Stored data entries
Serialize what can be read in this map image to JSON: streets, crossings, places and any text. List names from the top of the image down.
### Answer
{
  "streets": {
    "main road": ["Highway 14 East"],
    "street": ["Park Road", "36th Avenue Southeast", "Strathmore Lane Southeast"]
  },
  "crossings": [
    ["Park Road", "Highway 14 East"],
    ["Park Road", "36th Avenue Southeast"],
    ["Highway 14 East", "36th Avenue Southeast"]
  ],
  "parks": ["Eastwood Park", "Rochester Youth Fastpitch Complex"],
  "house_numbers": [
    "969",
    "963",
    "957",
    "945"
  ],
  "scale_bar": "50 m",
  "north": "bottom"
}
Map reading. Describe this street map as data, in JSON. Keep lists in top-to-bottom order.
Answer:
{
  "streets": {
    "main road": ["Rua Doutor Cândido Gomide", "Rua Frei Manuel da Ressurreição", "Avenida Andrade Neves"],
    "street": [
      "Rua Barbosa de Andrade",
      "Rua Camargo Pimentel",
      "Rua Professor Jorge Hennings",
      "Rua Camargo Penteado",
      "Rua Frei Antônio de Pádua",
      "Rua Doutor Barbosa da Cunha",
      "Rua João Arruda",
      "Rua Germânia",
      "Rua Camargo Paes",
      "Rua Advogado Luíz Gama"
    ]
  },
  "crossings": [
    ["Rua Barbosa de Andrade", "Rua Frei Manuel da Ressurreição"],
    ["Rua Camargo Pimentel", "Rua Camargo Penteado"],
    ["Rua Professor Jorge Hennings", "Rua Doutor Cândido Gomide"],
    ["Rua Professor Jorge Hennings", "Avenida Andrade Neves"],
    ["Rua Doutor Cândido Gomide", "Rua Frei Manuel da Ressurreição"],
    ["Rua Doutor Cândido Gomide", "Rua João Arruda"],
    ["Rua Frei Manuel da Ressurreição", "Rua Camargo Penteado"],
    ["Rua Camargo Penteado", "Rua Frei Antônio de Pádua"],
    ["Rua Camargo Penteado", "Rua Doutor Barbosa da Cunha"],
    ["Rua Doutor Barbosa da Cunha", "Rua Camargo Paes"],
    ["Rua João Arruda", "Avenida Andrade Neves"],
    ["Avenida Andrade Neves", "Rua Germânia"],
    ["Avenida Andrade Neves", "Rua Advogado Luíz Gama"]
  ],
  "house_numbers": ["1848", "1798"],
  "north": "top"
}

[INSTRUCTIONS TO FOLLOW] Take from the entries every line that has the string "Ressurreição".

[EXERCISE RESPONSE]
    "main road": ["Rua Doutor Cândido Gomide", "Rua Frei Manuel da Ressurreição", "Avenida Andrade Neves"],
    ["Rua Barbosa de Andrade", "Rua Frei Manuel da Ressurreição"],
    ["Rua Doutor Cândido Gomide", "Rua Frei Manuel da Ressurreição"],
    ["Rua Frei Manuel da Ressurreição", "Rua Camargo Penteado"],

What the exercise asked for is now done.